Murder by misunderstanding, death by inattention. All shielded by resistance to the “Other,” the “lower,” the undeserving, the "little" people, the losers, when resources are limited. Each arranges the signals according to the values of their culture. It’s not just being prejudiced against all indigenous people. When I go into a store with old clothes and a ball cap jammed on my head, the clerks will follow me as a potential shoplifter.
When I was clergy in Saskatoon I had a post-mistress who constantly lectured me about my letters being sent to the US because to her mind I was a rich invader taking advantage of Canada. She did what she had to — weighed packages and sold stamps — but lectured me about making friends where I was.

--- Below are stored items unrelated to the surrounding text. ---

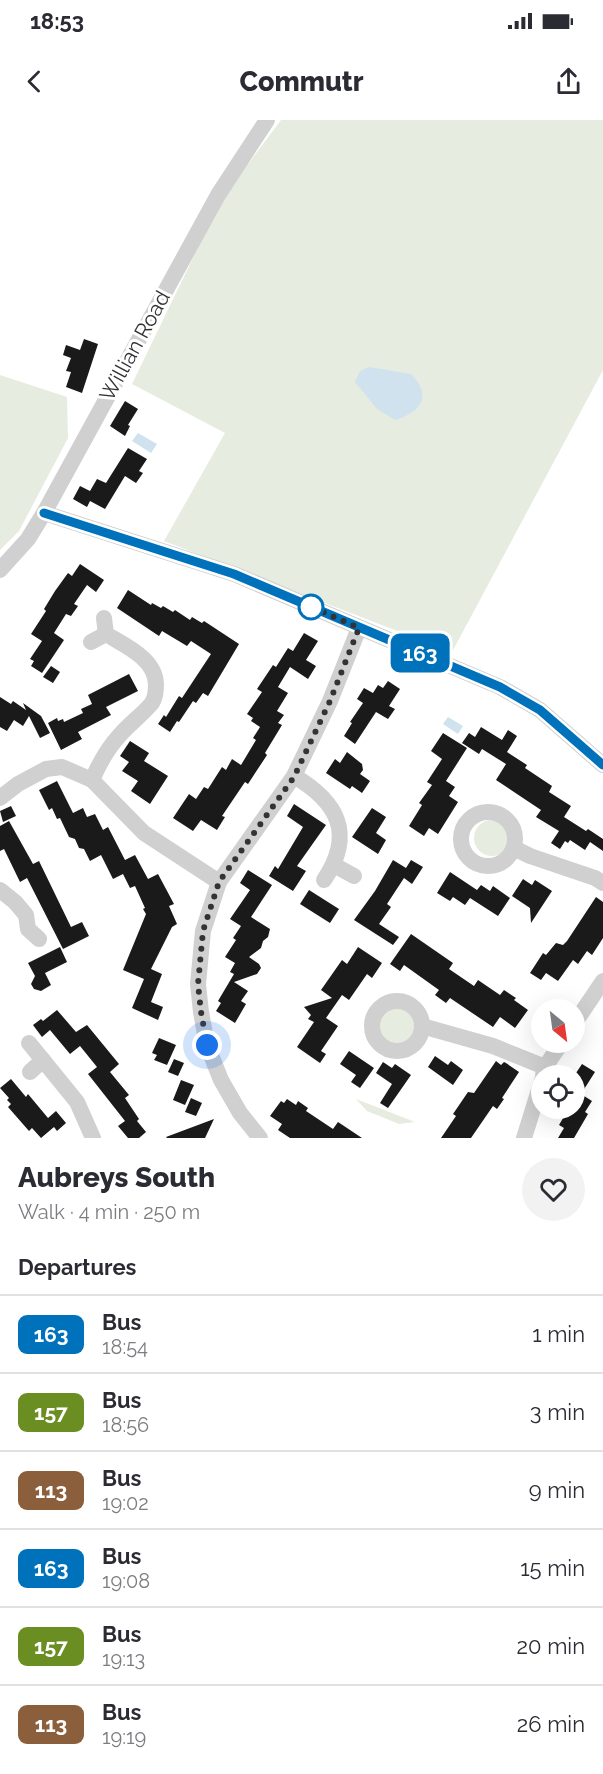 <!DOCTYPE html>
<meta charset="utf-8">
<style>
:root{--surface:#fff;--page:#f2f2f3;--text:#2b2b33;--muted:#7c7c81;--line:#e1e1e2}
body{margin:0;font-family:Raleway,sans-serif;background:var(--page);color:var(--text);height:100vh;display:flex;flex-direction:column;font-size:22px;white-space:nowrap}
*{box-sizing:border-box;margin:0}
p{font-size:20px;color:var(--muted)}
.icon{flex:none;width:33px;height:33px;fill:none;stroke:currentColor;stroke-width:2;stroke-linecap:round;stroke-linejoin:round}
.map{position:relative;height:1018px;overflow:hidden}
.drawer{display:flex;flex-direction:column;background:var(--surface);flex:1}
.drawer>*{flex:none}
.badge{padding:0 12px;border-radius:9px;font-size:21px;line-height:39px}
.needle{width:39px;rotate:151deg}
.fabs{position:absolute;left:531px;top:879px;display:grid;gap:12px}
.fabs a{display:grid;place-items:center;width:54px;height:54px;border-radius:50%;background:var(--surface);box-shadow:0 6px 24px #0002;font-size:30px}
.you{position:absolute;width:30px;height:30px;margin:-15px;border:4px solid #fff;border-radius:50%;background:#1a73e8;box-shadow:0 0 0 9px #1a73e833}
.map>.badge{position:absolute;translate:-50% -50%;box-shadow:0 0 0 3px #fff}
h2{padding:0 18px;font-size:22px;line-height:54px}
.round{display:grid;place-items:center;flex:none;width:63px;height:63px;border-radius:32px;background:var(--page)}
.overview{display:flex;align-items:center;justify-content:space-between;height:102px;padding:0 18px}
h1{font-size:28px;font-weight:800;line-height:45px}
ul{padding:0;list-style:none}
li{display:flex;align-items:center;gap:18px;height:78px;padding:0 18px;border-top:2px solid var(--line)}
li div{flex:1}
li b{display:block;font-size:22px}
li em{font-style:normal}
li .badge{min-width:66px;font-weight:700;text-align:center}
.status{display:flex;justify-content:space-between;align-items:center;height:42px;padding:0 30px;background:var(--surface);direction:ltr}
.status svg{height:16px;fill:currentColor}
header{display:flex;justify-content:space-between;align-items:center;height:78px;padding:0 18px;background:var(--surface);font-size:27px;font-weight:800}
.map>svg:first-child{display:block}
</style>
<div class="status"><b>18:53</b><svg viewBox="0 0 49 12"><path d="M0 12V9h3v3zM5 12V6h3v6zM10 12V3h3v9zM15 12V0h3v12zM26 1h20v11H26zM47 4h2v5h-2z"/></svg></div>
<header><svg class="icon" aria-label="back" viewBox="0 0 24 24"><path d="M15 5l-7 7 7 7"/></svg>Commutr<svg class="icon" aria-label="share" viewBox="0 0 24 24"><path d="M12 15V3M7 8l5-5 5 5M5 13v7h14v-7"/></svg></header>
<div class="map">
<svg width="603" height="1018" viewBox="0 0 603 1018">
<rect width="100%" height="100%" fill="#fff"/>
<g fill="#e6ecdf">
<path d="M281,0H603V250L452,532L164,421L225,313L132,264L221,80Z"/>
<path d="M0,255L67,277L68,318L19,411L0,430Z"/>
<circle cx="492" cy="718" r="18"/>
<circle cx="397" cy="906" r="21"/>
<path d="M356,979L415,1002L399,1004L367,991Z"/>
</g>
<g fill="#cfe2ee">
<path d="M369,247L411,254C433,276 421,292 395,300L377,289L355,262L360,251Z"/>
<path d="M138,313L157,324L151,333L132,321Z"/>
<path d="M448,597L463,606L458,614L443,604Z"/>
</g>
<g fill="#1a1a1a">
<path d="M84,219L98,224L82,273L66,267L71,252L66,251L71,238L63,235L66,225L80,230Z"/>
<path d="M125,281L138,289L128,305L130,306L125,316L110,306Z"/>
<path d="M128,328L147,339L139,351L143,353L136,363L125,356L105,389L90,381L87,387L73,379L80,366L90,371L97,359L106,363Z"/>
<path d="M80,444L104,460L96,472L87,465L74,484L78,486L71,496L66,494L54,513L64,520L42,553L31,546L34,541L30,539L42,521L31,514L46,491L44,489L55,471L68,453L72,456Z"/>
<path d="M128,470L151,485L152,483L161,488L163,486L173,492L175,490L190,500L192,497L202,503L204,501L239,524L208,576L203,573L196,583L193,581L179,602L177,601L170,612L158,604L164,595L166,597L179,576L182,578L211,534L191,521L187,526L162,511L159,516L117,488Z"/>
<path d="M304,513L318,521L306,540L316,546L308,559L290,547L278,567L288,573L277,591L284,595L278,603L282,605L265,633L267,635L248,664L245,662L222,696L225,697L217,710L201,700L193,711L173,698L189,674L196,679L204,667L208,669L222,647L226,650L232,639L241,645L256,620L253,618L260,607L251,601L253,598L247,594L262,572L257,569L273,545L276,547L288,528L293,531Z"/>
<path d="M51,546L60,552L53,563L43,557Z"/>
<path d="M129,554L138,571L106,587L111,595L78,612L82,619L61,630L48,603L57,598L58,601L63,599L64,602L83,593L81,589L92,584L88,575Z"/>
<path d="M388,561L400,569L389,586L395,589L388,599L376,592L355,624L344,616L352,603L350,602L363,583L357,579L364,568L373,573L378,565L383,568Z"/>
<path d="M0,577L11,584L13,581L26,590L23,583L41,596L50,613L40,618L29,596L23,606L14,600L7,611L0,607Z"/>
<path d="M481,607L502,620L508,610L517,616L507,632L527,645L525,648L552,666L549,672L571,686L564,697L586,711L588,709L603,719V731L590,722L585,730L570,720L568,723L565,721L560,729L551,723L559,711L536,697L541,690L496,660L506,644L482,629L479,634L462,623L469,613L475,617Z"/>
<path d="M443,613L467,628L446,661L455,667L449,676L458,682L438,714L429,708L424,716L409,706L422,685L419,683L432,665L427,662L442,639L431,631Z"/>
<path d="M130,621L149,633L144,641L168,656L150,684L131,671L138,661L122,651L129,642L120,636Z"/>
<path d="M347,632L362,644L363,650L360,654L370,661L362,673L352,666L350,669L326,653L335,639L340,643Z"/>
<path d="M57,661L73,693L83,688L87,697L95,694L103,710L108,707L125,740L135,735L148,759L158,754L174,784L169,786L177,804L172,807L151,849L162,854L151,882L163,887L158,900L132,888L144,859L123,850L146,794L143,789L145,788L135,766L130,768L123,754L113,759L101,735L90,741L84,729L79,728L75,719L69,717L60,698L57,699L52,688L49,690L39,670Z"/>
<path d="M294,684L326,705L297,746L306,751L293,771L269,756L275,746L278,749L303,707L287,696Z"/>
<path d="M11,686L16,696L3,702L0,691Z"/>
<path d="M372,688L386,697L376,713L386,720L378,734L352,717Z"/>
<path d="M9,701L33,744L39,741L71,807L82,802L89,816L63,829L27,758L20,762L4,729L0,731V706Z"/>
<path d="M393,740L406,748L411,740L423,747L412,764L404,758L387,784L391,787L379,804L399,817L393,825L354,800L375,771Z"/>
<path d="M248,750L272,765L251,797L270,809L268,817L263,821L261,828L249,837L259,844L261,848L257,854L234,862L248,871L241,881L246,884L235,903L216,891L221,883L218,881L234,854L230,852L235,843L225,837L236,820L233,818L241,806L230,799L250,770L240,763Z"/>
<path d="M450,752L477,770L481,765L490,771L493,766L510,778L498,796L470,778L465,785L453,777L450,781L437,773Z"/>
<path d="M523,759L532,765L535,760L552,771L531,803L530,788L512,776Z"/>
<path d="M309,770L339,789L330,803L300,784Z"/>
<path d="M596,777L603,782V818L592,835L587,831L578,844L573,840L558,861L546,853L541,860L530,853L543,833L546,835L556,823L563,825L567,821Z"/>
<path d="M411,814L453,843L449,849L474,866L478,860L500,875L504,870L516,878L514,880L528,890L515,908L500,897L493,907L450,878L446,883L435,875L439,870L404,845L400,851L390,844Z"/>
<path d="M60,827L67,842L45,853L51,865L41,871L34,869L31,864L35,856L28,843Z"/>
<path d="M358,827L382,843L372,858L367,854L349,880L342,875L326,898L338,906L321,931L326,934L320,943L297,927L314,902L308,899L311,895L304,887L332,878L321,870L342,840L347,844Z"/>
<path d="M57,890L76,912L87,905L119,944L110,952L129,975L125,978L139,999L137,1001L146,1012L139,1018H128L118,1006L125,1001L88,954L97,947L80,926L70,934L50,910L42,917L33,905L41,899L43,901Z"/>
<path d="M159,918L176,925L167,945L154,940L157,935L152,933Z"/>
<path d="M349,931L374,948L360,968L351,962L356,955L340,944Z"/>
<path d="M435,936L448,945L451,941L463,950L453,965L428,947Z"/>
<path d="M174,939L184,943L178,956L168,952Z"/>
<path d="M496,941L501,945L504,942L506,943L519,952L502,978L504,979L497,989L493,986L471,1018H441L456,996L453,994L468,972L474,973Z"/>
<path d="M383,942L392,948L395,944L411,955L388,988L380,983L392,964L376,953Z"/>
<path d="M582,944L595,952L581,974L592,981L585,992L588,994L574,1018H558L564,1008L559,1005L569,988H574V956Z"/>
<path d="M11,959L26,977L28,974L48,998L56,991L66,1003L57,1011L54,1007L41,1018L32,1008L29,1011L8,987L11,984L7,980L9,978L0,968Z"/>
<path d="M181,960L194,965L185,985L173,980Z"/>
<path d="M191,978L202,983L196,996L185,992Z"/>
<path d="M287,979L296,985L298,981L308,988L306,991L333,1009L338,1002L362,1018H290L278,1010L282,1004L270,996L281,981L284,983Z"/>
<path d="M214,999L205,1018H167L166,1017Z"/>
</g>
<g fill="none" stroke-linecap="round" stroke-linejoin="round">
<g stroke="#d0d0d0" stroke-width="16">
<path d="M44,393L234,454L500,567L540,590L603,645"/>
<path d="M0,450L28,419L44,393L218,75L267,0"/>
<path d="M104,498L106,514"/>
<path d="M91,522L106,514C126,526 156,539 156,565C156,571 155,578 152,583C142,595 129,604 119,616C107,629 99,644 92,660"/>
<path d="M294,656C338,682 355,714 324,760"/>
<path d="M0,678L18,664L46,649L62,647L92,660L144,713L219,762"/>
<circle cx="488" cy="719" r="27"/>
<path d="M514,728L530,736L595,758L603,763"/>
<path d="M334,745L354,756"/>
<path d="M0,770L15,782L26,795L28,809L39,819"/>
<circle cx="397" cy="906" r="25"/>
<path d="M574,904L603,861"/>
<path d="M422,906L493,926L545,947"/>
<path d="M29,923L77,982L93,1018"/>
<path d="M30,952L43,940"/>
<path d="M543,955L545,947L562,922"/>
<path d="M260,1018L240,993L221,960L207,925L201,892L198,864L203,811L219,762L294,656L330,581L359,508"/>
<path d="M524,1018L542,960"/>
</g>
</g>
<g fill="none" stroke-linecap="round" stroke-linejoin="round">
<defs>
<path id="line" d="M44,393L234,454L500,567L540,590L603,645"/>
</defs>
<use href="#line" stroke="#fff" stroke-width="14"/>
<use href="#line" stroke="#0072bc" stroke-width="9"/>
<path stroke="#333" stroke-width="6" stroke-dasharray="0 10.8" d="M207,925L201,892L198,864L203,811L219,762L294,657L330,581L359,508L305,484L311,487"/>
</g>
<circle fill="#fff" stroke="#0072bc" stroke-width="3" cx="311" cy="487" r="12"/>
<g text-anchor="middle" stroke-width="6" stroke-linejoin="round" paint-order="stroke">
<g font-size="21" fill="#333" stroke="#fff">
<text transform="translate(135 226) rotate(-61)" y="7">Willian Road</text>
</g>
</g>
</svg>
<div class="fabs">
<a><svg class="needle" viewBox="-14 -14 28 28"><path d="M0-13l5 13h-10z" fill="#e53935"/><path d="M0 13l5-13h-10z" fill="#7c7c81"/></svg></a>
<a><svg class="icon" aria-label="locate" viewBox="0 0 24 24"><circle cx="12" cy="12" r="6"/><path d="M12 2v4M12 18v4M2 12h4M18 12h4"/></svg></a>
</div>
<div class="you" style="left:207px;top:925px"></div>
<b class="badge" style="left:420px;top:533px;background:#0072bc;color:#fff">163</b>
</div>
<section class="drawer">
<div class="overview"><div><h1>Aubreys South</h1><p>Walk · 4 min · 250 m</p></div><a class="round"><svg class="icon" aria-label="heart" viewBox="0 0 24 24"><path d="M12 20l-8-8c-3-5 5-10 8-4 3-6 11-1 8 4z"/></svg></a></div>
<h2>Departures</h2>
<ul>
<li><span class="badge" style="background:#0072bc;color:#fff">163</span><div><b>Bus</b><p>18:54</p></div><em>1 min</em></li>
<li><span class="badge" style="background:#6b8e23;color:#fff">157</span><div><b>Bus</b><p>18:56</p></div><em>3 min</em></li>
<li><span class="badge" style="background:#8b5e3c;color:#fff">113</span><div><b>Bus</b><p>19:02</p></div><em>9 min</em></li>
<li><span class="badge" style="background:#0072bc;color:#fff">163</span><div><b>Bus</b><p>19:08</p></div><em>15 min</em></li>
<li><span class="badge" style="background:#6b8e23;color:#fff">157</span><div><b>Bus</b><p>19:13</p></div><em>20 min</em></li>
<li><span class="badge" style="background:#8b5e3c;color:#fff">113</span><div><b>Bus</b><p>19:19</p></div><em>26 min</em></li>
</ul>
</section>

I didn’t die, but I had something wrong with my eyes and the many barriers to trivial complaints prevented me from getting to an opthamologist until I returned to Montana. The problem turned out to be holes in my retinas. US people do not understand what universal health care means in practice unless they use free clinics. “Free” means hoops to jump through.
Prejudice is a biological mammal mechanism that increases the safety of an animal that identifies and rejects whatever is considered atypical or substandard. The white crow phenomenon. The pet monkey returned to the wild without knowing monkey protocol. Prejudice urges us to neglect through avoidance and use violence as rejection, both of them on a continuum from the annoying to the deadly. Much of being human is recognizing and redirecting these prehuman reflexes. Our stories are one of the major tools in motivating this important moral, religious, social work. The Good Samaritan, for an instance. It’s a form of salvation.
When I was working for the City of Portland, one of my jobs was to answer a question line for the Bureau of Buildings. So many of the questions were demands that a rule be followed though the rule didn’t exist, or such a complete blank about how things work that I got impatient enough to be rebuked by the boss, who could overhear.
One day an incoherent man called and I decided he was drunk, but I would be patient, so I told him, “Listen, mister, you’re drunk. Go drink some black coffee and call again in an hour when you sober up.” He got help somewhere else. It turned out he had MS. I was ashamed.
It is especially atrocious that out of prejudice Joyce was allowed to die in a hospital, a place we count on to recognize our vulnerabilities and protect us from them. Nurses are expected to withstand stress in special recognition of their duty to each of us when we suffer. We make trouble when we need help, and use what resources we have even if they don’t conform to what is expected and we make contact with outsiders who can continue to tell our story.